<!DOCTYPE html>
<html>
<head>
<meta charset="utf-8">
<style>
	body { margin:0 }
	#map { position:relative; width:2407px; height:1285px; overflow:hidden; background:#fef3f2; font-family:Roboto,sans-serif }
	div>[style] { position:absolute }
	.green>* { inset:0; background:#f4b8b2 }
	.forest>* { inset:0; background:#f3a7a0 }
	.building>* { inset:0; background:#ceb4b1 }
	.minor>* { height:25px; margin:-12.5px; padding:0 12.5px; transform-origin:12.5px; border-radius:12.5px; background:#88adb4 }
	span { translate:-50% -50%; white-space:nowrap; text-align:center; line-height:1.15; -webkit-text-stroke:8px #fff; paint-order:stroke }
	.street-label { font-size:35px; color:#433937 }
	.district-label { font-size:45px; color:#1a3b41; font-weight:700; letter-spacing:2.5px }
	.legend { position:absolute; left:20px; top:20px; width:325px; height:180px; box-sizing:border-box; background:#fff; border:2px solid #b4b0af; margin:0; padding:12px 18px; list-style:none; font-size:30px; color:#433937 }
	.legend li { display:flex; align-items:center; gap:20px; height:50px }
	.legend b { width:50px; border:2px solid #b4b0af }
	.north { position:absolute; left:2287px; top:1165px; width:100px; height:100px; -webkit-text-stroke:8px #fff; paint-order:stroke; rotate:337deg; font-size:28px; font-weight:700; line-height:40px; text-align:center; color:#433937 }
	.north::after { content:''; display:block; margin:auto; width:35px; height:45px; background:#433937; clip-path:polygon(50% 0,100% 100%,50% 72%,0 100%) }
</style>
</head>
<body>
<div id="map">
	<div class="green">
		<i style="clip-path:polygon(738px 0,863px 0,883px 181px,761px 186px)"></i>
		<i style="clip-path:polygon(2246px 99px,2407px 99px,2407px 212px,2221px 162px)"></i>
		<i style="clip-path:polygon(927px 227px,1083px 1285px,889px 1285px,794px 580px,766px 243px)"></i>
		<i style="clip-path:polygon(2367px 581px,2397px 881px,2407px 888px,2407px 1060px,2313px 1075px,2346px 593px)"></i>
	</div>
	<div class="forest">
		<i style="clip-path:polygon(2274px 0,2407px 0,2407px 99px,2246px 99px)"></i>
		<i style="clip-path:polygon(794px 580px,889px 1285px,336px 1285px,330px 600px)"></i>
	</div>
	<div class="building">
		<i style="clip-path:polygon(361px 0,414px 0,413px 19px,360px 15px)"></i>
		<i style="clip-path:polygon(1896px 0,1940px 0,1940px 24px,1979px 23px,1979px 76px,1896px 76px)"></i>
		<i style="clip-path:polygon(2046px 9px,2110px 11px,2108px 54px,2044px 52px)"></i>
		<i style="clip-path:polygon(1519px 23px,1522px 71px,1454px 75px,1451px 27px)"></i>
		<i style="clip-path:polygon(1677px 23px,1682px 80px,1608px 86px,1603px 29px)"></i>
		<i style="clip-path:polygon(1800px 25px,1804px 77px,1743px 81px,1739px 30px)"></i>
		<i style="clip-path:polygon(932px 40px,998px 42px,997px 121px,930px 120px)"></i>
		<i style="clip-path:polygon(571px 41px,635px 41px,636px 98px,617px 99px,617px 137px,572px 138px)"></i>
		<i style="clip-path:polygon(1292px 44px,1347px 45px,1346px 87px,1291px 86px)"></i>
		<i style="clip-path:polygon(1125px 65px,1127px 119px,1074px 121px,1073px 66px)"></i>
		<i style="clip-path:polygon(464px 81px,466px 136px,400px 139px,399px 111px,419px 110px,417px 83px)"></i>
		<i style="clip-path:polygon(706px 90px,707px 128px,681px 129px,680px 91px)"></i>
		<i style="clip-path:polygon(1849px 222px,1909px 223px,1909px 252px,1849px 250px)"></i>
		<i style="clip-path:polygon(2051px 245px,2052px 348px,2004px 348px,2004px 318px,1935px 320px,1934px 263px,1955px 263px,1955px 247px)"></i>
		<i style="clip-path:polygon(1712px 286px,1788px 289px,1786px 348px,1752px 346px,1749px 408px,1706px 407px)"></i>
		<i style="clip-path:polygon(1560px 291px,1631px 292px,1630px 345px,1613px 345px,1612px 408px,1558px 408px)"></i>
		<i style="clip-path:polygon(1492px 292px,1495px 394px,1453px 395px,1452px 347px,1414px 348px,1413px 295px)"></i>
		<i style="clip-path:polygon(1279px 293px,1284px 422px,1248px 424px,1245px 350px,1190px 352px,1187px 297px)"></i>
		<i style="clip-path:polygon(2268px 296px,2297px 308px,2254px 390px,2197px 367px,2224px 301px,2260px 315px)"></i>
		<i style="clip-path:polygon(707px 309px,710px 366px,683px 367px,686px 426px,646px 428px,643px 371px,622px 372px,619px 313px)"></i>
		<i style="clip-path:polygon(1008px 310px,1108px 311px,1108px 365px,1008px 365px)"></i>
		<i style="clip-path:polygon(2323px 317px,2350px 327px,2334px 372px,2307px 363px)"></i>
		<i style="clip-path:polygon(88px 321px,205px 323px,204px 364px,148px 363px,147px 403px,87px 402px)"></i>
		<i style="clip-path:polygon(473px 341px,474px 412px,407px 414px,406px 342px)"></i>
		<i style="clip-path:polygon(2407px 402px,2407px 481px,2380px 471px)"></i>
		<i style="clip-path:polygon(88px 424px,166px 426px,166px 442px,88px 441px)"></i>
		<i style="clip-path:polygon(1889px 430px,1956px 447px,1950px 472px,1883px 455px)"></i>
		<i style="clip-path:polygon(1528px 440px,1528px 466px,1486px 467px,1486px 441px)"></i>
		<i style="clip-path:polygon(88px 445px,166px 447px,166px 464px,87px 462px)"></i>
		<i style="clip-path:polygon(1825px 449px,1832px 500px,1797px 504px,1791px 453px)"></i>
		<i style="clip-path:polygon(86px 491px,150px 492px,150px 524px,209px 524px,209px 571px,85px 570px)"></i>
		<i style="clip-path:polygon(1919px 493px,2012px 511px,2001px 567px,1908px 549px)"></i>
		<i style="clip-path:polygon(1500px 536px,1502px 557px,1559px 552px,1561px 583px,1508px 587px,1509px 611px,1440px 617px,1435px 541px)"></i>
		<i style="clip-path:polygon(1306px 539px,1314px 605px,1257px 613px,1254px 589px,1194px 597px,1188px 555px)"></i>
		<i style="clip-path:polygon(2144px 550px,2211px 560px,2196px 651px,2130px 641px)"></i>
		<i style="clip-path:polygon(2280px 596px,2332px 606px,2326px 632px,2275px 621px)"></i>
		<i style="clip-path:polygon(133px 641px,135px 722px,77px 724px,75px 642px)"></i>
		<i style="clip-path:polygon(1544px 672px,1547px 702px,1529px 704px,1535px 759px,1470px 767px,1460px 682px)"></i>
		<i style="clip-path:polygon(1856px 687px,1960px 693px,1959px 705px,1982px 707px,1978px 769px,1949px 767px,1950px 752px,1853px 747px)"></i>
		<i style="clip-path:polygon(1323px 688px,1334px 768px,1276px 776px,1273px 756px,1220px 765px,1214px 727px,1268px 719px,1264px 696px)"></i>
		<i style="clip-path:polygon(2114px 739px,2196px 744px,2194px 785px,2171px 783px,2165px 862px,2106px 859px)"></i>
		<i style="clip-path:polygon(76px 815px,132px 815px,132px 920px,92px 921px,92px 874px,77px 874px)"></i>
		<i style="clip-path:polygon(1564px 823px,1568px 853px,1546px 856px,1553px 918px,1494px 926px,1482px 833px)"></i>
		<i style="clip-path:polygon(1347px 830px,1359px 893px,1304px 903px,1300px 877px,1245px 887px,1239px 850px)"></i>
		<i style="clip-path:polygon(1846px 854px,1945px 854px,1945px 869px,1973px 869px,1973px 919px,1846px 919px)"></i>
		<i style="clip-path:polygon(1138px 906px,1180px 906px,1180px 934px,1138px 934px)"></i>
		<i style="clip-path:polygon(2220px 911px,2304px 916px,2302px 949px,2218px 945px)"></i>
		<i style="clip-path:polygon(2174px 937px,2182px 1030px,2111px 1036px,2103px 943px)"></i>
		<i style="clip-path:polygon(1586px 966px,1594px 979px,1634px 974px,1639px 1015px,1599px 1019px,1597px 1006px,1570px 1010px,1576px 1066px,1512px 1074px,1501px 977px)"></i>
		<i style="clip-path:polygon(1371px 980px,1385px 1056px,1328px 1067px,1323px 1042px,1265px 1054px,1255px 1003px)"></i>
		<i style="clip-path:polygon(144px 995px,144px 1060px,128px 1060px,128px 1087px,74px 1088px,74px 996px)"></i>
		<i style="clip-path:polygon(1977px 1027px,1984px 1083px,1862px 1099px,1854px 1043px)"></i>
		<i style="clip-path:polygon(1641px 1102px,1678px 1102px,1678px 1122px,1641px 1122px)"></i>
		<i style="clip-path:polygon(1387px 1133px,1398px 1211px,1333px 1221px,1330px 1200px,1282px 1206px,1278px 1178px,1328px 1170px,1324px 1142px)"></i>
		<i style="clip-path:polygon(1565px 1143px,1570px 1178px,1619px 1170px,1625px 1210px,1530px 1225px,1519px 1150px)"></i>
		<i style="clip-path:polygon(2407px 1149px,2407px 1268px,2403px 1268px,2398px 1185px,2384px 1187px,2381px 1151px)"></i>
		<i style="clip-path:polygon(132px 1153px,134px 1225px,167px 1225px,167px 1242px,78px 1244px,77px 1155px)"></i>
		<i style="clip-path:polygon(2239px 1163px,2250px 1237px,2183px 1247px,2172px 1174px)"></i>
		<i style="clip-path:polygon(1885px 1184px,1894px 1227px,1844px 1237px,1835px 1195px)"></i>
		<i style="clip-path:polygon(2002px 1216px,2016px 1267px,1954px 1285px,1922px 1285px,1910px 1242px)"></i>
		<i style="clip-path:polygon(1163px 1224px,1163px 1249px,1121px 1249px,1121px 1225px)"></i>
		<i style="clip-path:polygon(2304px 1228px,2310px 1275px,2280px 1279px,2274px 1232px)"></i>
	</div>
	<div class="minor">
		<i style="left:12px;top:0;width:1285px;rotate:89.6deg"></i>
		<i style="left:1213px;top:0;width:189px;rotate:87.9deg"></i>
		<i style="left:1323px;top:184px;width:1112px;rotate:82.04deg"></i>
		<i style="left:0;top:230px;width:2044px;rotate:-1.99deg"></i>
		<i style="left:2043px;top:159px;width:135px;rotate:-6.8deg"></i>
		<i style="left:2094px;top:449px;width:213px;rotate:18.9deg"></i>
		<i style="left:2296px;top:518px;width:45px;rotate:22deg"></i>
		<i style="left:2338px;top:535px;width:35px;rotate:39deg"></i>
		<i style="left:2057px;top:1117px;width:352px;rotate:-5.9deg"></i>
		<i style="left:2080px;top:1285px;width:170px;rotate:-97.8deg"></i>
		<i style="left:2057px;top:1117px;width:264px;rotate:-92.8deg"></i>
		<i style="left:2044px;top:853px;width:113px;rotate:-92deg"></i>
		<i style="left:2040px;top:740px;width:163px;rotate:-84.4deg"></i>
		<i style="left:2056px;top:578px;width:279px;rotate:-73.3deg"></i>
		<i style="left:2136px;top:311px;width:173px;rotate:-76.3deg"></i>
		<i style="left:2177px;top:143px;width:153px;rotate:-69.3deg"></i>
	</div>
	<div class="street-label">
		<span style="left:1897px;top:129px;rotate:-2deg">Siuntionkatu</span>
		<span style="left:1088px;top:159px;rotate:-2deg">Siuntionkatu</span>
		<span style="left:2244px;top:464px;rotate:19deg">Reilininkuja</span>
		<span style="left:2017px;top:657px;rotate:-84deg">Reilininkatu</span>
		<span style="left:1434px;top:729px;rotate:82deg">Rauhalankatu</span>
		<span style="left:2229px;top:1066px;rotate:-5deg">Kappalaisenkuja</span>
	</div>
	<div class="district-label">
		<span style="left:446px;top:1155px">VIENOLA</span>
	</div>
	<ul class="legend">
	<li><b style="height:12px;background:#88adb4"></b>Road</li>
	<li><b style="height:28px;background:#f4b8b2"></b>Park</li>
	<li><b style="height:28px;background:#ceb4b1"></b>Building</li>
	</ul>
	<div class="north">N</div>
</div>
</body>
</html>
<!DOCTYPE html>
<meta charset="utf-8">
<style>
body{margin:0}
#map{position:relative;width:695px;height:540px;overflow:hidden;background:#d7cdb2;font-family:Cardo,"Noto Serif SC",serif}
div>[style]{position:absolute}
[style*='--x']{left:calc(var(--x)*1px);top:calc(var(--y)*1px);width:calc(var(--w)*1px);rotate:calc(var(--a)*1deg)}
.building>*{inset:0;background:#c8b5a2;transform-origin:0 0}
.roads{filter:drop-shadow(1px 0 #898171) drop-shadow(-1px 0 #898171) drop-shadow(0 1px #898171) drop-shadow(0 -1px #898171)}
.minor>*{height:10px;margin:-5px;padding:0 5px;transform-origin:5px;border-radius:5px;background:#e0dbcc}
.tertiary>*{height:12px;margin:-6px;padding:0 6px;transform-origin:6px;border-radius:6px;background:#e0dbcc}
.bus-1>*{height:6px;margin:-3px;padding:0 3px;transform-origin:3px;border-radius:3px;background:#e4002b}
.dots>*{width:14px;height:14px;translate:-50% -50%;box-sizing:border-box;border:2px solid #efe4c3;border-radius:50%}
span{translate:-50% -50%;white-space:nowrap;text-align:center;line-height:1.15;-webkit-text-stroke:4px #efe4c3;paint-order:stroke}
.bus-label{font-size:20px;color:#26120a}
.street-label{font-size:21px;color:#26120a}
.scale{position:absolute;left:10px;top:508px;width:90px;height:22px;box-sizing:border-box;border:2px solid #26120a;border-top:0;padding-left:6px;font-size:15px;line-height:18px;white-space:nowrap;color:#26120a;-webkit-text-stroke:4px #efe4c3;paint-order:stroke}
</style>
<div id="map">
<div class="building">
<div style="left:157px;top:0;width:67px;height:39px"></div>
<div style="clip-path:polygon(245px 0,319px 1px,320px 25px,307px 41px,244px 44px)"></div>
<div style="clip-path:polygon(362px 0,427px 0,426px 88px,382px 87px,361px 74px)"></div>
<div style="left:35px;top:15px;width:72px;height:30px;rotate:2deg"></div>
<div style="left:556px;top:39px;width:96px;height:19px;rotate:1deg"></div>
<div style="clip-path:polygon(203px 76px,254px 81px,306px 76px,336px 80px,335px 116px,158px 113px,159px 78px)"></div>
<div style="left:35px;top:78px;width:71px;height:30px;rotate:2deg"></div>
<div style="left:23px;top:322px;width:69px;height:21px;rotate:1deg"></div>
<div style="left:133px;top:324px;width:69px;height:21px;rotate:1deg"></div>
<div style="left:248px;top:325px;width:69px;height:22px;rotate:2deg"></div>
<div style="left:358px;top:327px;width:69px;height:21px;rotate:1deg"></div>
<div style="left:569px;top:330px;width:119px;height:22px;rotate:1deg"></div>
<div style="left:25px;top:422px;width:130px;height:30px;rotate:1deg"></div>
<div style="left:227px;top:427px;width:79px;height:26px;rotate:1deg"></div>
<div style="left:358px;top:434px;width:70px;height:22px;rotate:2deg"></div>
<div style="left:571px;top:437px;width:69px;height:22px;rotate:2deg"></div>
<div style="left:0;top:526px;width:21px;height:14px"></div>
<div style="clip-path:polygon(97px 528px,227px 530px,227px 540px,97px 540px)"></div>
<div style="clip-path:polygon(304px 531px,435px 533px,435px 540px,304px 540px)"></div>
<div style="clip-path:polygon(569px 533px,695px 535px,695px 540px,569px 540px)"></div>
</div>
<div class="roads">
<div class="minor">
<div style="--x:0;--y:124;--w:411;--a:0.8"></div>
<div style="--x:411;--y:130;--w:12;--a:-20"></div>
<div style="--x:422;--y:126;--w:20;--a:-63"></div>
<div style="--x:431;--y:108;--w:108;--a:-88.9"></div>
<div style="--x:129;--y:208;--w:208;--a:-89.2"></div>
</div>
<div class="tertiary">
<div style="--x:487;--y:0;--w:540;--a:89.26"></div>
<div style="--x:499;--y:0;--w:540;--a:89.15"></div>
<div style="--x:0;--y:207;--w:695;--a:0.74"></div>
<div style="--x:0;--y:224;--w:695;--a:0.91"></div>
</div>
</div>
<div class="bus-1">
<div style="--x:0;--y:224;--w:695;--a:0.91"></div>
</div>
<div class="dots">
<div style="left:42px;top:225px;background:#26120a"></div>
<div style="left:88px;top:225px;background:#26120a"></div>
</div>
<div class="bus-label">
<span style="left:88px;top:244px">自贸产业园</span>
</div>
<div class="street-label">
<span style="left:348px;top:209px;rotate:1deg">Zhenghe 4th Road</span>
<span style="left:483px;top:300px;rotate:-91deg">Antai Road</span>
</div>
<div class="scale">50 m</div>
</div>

☆ ☆ ☆ ☆

WHAT TO WORK ON – Provide every line from the material that contains the word "body".

ANSWER TO THIS PROBLEM –
	body { margin:0 }
<body>
</body>
body{margin:0}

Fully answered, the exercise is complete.